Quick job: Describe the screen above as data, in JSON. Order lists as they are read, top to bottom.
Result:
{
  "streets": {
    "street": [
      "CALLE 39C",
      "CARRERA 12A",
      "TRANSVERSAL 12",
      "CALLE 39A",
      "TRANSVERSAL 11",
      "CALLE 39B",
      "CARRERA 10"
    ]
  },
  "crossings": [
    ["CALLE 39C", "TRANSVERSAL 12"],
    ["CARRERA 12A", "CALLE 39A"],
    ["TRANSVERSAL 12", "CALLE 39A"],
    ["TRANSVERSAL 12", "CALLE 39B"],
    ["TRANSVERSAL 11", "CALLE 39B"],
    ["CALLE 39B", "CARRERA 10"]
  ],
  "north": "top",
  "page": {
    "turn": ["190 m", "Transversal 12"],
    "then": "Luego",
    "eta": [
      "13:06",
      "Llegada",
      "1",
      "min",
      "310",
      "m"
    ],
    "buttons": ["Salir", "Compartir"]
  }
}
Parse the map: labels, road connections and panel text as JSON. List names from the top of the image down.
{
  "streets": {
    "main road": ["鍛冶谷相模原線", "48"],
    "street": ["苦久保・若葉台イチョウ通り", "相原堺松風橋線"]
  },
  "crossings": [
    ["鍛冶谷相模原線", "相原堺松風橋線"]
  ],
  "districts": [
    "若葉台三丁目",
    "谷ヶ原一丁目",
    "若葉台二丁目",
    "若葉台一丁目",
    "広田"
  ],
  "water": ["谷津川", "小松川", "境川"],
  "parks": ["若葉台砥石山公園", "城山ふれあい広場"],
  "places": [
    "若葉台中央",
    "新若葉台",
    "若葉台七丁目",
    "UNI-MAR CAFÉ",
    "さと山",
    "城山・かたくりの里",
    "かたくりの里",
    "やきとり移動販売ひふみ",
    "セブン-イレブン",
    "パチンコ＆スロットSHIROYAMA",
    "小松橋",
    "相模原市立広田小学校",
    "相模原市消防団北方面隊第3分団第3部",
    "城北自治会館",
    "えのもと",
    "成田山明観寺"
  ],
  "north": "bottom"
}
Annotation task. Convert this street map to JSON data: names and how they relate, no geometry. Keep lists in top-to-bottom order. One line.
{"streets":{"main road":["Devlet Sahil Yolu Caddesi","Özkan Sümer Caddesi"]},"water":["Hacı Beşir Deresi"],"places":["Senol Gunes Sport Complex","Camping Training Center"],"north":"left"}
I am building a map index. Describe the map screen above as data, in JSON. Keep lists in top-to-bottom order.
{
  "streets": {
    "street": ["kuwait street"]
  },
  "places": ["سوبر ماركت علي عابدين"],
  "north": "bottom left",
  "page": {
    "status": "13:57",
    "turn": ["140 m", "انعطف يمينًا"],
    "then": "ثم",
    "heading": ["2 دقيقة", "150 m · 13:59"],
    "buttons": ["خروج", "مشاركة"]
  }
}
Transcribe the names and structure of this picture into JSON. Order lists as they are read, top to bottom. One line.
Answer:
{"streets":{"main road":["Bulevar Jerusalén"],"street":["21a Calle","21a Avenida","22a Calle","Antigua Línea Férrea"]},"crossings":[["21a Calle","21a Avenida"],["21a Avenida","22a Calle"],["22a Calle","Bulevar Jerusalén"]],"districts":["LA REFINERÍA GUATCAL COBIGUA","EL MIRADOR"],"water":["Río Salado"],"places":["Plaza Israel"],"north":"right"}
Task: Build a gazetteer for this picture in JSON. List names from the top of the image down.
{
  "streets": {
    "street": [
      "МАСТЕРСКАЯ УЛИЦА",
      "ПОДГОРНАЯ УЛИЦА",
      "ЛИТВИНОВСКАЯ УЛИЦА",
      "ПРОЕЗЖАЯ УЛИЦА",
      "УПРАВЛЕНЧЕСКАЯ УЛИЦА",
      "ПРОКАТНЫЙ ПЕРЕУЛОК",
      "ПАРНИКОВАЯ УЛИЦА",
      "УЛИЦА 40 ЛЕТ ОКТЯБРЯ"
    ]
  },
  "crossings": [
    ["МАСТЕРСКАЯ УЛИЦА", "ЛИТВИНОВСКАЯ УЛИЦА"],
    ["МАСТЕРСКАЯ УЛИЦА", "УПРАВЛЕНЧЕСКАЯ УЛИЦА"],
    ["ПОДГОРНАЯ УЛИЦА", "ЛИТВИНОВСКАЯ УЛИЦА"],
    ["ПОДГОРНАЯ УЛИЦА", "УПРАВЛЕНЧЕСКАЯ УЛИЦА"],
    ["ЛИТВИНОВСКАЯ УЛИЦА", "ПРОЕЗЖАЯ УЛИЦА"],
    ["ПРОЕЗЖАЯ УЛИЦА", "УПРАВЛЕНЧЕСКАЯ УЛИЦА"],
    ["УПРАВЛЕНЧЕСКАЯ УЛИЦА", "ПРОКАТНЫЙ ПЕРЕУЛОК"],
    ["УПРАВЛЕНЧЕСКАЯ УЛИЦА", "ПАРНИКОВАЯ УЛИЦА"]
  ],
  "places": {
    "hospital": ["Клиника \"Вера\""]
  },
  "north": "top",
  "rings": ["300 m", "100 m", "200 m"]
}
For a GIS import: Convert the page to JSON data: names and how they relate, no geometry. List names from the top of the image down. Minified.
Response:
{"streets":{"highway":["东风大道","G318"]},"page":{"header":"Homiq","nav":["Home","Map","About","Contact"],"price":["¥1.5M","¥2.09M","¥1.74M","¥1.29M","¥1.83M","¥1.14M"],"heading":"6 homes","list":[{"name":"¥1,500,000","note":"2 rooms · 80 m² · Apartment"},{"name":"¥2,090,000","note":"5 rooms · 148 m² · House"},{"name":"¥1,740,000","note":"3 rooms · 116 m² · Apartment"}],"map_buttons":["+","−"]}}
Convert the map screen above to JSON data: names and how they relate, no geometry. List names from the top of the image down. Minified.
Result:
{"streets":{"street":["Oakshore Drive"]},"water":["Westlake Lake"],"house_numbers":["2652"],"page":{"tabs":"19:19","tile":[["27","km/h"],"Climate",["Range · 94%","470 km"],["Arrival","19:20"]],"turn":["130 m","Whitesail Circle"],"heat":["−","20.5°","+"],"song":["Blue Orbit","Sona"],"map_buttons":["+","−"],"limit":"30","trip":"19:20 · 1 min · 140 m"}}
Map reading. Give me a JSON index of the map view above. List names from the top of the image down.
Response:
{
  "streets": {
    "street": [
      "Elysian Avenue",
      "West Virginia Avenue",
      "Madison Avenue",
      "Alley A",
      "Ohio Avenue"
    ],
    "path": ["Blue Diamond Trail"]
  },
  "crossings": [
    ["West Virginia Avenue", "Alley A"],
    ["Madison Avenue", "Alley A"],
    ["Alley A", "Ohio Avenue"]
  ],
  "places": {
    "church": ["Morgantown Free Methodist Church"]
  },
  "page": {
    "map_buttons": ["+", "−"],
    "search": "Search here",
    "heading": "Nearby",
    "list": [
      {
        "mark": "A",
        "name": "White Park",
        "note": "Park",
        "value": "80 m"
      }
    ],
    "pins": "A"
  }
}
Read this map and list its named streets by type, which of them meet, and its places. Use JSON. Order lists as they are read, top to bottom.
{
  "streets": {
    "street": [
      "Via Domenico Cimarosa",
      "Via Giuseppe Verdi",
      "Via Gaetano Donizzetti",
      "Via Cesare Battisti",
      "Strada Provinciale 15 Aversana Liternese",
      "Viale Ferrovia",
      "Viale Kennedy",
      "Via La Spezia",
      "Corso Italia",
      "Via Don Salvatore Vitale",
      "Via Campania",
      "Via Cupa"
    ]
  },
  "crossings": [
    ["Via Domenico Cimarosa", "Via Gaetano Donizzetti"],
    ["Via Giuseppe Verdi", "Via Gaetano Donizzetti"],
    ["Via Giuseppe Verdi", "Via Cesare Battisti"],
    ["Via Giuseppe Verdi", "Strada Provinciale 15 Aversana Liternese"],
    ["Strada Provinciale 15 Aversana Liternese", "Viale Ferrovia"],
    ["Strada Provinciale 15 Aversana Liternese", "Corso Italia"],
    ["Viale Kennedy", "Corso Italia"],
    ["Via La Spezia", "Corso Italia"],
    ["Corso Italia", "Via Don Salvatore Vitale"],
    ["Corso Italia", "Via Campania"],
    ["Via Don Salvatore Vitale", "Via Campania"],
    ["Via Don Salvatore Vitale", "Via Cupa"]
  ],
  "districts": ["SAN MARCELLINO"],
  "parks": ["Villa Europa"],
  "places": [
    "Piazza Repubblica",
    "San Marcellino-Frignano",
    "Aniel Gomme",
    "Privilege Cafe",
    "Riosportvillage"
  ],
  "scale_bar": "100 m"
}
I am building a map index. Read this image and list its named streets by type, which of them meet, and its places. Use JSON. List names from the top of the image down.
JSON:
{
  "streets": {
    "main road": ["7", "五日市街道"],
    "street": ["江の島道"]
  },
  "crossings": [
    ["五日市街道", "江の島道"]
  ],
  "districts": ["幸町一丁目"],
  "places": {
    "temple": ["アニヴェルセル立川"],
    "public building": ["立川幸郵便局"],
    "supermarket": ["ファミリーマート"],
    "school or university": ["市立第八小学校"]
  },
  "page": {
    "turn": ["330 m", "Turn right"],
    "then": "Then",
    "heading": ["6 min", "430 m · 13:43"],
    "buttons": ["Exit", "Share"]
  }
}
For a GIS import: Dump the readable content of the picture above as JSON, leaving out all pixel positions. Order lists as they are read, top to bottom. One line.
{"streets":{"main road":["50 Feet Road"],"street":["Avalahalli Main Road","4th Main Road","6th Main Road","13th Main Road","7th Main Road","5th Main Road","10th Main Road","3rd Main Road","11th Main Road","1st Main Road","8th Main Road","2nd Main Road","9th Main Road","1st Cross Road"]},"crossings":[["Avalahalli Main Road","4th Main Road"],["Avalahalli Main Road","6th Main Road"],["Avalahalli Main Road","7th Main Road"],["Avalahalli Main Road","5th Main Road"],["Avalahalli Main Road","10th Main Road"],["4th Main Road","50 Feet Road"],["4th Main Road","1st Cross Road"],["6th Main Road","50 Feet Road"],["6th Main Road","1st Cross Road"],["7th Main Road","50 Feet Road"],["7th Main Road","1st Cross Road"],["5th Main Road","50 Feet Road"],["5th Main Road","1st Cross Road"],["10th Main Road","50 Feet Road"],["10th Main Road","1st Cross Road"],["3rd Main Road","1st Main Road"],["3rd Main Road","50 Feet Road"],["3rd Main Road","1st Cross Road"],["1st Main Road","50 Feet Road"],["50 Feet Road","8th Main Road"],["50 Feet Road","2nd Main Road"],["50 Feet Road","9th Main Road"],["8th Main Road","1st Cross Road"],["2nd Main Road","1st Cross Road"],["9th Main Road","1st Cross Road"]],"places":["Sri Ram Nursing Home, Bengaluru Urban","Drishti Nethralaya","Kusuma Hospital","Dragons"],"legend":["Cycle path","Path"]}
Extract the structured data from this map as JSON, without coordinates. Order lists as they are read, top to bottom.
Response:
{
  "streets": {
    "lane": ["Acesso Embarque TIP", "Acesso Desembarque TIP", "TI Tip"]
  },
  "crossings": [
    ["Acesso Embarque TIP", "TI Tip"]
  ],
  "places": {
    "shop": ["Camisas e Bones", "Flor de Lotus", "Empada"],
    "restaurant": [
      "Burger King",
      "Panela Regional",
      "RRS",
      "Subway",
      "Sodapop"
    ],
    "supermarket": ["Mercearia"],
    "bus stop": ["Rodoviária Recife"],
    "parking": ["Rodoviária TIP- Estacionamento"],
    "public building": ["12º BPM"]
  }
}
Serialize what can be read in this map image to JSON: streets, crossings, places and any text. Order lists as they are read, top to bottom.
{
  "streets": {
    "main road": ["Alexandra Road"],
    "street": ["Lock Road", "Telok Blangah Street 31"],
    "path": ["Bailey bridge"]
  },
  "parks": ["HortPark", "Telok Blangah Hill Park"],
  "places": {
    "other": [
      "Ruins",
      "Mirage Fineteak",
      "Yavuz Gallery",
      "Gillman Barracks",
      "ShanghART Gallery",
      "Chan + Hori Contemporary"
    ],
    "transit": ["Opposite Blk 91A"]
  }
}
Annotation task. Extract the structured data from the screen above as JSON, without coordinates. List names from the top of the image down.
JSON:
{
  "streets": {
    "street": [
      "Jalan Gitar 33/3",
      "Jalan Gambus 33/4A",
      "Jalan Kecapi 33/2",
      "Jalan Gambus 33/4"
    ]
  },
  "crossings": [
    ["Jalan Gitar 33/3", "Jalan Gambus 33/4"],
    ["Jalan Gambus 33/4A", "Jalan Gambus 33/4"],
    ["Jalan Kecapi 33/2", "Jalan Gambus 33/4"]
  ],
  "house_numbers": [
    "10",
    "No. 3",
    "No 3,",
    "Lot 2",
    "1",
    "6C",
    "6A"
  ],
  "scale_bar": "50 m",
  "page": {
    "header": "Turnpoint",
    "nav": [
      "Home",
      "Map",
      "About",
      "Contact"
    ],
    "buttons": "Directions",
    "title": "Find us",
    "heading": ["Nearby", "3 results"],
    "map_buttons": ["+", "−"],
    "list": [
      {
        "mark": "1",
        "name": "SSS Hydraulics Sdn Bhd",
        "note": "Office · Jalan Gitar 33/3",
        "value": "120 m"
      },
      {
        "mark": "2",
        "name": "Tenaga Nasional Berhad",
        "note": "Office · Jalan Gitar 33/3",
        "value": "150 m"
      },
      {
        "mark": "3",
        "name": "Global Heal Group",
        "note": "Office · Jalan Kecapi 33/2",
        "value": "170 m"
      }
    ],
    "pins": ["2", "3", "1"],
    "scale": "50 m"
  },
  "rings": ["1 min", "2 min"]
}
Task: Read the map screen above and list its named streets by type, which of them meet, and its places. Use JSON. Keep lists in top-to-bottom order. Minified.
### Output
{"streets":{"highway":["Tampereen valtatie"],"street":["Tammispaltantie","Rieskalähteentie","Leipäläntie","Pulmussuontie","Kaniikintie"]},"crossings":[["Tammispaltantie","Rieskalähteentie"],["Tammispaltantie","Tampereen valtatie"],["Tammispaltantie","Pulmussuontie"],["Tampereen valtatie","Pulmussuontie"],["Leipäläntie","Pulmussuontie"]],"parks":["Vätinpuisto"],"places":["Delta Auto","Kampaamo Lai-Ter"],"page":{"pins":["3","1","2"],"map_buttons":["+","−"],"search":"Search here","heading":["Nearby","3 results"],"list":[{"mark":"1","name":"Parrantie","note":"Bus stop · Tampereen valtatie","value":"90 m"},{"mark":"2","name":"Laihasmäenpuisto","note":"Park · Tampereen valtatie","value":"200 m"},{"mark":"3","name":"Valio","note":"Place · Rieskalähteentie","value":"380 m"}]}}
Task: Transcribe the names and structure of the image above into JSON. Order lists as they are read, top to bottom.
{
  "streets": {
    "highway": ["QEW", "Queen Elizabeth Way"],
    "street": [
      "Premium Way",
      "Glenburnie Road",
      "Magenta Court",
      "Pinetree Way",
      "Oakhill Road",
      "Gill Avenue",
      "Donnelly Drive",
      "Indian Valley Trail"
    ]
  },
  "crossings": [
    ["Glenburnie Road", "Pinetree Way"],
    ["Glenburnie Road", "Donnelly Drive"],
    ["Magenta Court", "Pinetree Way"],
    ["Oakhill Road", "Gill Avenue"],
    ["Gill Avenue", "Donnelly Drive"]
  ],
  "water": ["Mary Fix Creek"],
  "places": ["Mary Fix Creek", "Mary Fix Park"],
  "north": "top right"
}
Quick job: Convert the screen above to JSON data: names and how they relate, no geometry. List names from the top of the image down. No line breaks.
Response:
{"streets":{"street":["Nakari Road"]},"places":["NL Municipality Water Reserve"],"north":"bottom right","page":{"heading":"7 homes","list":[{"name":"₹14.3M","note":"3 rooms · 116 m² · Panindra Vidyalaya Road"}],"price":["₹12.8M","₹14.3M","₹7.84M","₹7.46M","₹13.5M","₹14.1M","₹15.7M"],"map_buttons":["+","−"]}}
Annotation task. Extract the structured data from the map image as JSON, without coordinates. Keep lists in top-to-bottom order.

- - - - - - -

ASSIGNMENT: With the line holding "Serialize what can" as the first and the line holding "Annotation task. Extract the structured data from the screen" as the last, set down that range of the entries above exactly, and nothing else.

TASK ANSWER:
Serialize what can be read in this map image to JSON: streets, crossings, places and any text. Order lists as they are read, top to bottom.
{
  "streets": {
    "main road": ["Alexandra Road"],
    "street": ["Lock Road", "Telok Blangah Street 31"],
    "path": ["Bailey bridge"]
  },
  "parks": ["HortPark", "Telok Blangah Hill Park"],
  "places": {
    "other": [
      "Ruins",
      "Mirage Fineteak",
      "Yavuz Gallery",
      "Gillman Barracks",
      "ShanghART Gallery",
      "Chan + Hori Contemporary"
    ],
    "transit": ["Opposite Blk 91A"]
  }
}
Annotation task. Extract the structured data from the screen above as JSON, without coordinates. List names from the top of the image down.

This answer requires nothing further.